On the first 6 tests in her social studies course, Jerelyn’s scores were 92 78 86 92 95 and 91. determine the median and the mode of her scores. If Jerelyn took a seventh test and raised the mean of her scores exactly 1 point, what was her score on the seventh test?
Mode is 92 and median is 91.5
Seventh Test Score = 96
Mr Patel. Thanks, but just giving answers seldom helps students.
thanks a lot
To determine the median and mode of Jerelyn's scores, let's first organize the scores in ascending order:
78, 86, 91, 92, 92, 95
The median is the middle value of a set of numbers when arranged in ascending order. In this case, the median is the value between the third and fourth scores, which is 91 and 92. Since there are two numbers in the middle, the median is the average of these two values. Therefore, the median is (91 + 92) / 2 = 91.5.
The mode is the value(s) that appear most frequently in a set of numbers. In this case, the mode is 92 because it appears twice, which is more than any other score.
Now, to find Jerelyn's score on the seventh test, we need to consider the mean (average) of her scores. The mean is the sum of all the scores divided by the number of scores.
Total sum of the first 6 scores: 92 + 78 + 86 + 92 + 95 + 91 = 534
Since there are 6 scores, the average before the seventh test is 534 / 6 = 89.
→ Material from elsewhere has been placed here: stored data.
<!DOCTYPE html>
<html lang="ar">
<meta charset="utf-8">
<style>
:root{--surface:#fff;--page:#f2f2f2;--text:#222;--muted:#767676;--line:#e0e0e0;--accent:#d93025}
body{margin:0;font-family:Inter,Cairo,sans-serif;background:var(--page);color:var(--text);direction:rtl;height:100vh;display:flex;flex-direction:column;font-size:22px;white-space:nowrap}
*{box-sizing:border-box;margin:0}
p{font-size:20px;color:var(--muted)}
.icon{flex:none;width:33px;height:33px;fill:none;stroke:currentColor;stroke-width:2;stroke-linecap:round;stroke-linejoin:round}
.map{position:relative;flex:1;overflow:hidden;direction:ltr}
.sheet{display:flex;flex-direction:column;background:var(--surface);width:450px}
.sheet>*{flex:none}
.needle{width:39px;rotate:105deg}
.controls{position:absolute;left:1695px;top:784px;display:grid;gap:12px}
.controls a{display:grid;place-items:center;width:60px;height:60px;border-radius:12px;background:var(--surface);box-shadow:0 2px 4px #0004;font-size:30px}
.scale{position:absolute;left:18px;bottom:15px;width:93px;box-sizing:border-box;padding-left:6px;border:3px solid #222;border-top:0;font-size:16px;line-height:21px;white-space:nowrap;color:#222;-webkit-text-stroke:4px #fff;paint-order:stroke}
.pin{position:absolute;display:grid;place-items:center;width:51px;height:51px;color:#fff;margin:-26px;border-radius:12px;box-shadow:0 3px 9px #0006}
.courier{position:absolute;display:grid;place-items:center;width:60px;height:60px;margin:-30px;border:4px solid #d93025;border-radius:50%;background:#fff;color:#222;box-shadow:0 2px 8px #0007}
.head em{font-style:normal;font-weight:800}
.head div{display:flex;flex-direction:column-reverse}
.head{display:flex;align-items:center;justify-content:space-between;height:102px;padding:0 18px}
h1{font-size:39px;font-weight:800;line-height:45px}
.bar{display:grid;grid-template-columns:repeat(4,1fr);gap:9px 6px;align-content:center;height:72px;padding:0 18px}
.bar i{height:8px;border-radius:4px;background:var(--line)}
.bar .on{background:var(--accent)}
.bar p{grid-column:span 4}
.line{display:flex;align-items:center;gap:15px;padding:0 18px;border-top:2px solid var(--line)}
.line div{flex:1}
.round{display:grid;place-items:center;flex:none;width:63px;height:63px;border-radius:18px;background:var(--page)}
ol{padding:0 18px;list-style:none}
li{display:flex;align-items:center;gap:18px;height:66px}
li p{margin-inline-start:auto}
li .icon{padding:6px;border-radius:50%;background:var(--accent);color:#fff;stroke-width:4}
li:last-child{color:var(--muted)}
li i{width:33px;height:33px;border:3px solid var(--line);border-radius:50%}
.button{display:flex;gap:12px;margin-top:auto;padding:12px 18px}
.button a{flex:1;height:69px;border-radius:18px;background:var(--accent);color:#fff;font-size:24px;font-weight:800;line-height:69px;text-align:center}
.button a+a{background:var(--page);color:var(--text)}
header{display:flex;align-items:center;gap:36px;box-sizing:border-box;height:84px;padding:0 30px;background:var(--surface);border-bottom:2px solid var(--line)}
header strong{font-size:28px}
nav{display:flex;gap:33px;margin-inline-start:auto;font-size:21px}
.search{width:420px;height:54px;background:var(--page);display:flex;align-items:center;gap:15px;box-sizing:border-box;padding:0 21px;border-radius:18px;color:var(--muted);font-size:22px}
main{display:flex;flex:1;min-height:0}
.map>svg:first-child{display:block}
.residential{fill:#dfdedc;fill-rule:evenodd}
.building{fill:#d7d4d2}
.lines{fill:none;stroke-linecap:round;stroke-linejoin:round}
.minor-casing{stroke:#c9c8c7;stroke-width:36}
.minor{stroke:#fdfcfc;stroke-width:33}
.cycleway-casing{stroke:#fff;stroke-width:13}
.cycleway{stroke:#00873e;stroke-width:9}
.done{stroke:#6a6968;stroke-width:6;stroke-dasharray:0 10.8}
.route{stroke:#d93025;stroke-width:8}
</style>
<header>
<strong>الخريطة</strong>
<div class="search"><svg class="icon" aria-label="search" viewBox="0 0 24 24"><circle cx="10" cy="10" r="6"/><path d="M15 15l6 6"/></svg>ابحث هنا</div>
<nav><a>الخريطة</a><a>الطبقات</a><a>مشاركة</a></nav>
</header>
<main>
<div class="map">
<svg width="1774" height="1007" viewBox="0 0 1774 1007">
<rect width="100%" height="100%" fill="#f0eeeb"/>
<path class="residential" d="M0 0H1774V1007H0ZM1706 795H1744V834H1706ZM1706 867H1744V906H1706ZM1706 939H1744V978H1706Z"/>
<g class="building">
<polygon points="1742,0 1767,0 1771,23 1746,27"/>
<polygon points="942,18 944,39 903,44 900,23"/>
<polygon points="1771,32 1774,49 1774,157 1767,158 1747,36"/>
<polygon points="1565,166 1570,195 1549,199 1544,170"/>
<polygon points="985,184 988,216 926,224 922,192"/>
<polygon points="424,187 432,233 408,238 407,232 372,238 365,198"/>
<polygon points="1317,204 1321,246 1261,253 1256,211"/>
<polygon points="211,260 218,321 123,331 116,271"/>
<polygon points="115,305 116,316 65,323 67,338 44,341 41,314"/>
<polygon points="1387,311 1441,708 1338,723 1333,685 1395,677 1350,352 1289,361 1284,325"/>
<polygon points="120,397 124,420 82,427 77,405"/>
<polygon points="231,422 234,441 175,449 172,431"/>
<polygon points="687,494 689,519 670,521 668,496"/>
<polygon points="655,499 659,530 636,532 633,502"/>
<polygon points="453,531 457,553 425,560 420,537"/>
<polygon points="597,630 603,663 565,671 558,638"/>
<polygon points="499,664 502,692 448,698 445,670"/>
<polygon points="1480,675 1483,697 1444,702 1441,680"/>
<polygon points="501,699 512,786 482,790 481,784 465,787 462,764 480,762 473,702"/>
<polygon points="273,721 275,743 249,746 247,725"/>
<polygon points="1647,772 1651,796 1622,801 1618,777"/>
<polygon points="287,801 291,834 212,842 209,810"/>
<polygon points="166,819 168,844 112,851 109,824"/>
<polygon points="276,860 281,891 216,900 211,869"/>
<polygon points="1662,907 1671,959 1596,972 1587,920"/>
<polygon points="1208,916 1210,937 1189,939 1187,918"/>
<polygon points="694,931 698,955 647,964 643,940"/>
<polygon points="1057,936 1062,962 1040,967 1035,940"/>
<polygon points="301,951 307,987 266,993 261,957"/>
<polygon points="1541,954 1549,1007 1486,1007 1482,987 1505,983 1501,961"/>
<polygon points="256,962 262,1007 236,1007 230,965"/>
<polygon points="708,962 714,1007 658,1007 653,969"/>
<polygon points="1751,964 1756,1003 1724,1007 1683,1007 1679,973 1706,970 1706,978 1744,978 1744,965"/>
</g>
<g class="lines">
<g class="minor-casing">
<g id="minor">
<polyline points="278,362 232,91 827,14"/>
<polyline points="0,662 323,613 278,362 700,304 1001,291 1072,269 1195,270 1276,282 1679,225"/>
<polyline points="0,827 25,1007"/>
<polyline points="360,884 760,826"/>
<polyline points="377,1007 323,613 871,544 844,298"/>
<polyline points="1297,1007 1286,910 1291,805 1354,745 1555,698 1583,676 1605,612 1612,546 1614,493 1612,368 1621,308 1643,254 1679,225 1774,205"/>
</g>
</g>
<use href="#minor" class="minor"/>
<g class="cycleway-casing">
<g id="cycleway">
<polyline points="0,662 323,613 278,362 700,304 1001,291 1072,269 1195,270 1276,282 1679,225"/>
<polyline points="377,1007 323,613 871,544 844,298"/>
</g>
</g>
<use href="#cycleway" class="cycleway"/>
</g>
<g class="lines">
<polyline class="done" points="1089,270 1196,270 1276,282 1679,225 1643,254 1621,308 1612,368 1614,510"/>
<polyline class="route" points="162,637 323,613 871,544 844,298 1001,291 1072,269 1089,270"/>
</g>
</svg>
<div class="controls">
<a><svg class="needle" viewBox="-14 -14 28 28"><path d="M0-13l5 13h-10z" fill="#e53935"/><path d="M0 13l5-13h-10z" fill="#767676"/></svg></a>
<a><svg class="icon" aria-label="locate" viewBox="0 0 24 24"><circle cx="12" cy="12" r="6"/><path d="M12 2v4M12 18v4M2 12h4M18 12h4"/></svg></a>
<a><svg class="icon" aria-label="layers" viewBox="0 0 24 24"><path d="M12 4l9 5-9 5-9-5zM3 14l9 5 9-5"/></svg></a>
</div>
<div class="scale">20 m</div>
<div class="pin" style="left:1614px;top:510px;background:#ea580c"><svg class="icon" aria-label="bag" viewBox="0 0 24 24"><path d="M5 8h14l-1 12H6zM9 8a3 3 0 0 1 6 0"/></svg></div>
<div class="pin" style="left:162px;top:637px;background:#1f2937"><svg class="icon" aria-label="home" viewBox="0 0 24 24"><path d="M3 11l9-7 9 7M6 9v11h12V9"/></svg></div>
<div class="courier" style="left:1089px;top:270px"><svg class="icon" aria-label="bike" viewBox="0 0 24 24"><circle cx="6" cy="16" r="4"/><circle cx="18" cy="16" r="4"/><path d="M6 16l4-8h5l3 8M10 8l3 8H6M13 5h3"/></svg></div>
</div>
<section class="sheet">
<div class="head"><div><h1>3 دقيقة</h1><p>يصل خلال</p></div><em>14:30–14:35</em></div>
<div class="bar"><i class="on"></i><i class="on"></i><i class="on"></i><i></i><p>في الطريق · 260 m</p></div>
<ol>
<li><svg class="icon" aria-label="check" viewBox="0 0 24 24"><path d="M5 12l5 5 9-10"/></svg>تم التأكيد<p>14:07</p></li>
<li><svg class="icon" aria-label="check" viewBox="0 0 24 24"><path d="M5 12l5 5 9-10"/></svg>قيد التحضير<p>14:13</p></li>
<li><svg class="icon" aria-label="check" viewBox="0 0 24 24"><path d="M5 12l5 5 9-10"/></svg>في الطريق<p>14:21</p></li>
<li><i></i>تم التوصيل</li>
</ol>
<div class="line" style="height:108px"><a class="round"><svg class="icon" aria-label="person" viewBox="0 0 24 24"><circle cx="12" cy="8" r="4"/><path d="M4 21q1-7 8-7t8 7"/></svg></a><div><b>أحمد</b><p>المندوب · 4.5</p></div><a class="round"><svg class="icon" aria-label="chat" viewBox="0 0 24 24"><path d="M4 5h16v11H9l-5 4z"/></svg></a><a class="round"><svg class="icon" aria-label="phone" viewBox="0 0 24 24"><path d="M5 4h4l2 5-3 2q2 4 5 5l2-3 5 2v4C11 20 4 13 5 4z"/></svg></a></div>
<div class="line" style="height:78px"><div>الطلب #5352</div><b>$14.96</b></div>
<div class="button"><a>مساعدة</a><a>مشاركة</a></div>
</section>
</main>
To raise the mean by exactly 1 point, the sum of all seven scores must be 7 times the new mean. Therefore, the sum of all seven scores should be 7 * (89 + 1) = 7 * 90 = 630.
To find the seventh score, we subtract the total sum of the first 6 scores from the sum of all seven scores: 630 - 534 = 96.
Therefore, Jerelyn's score on the seventh test was 96.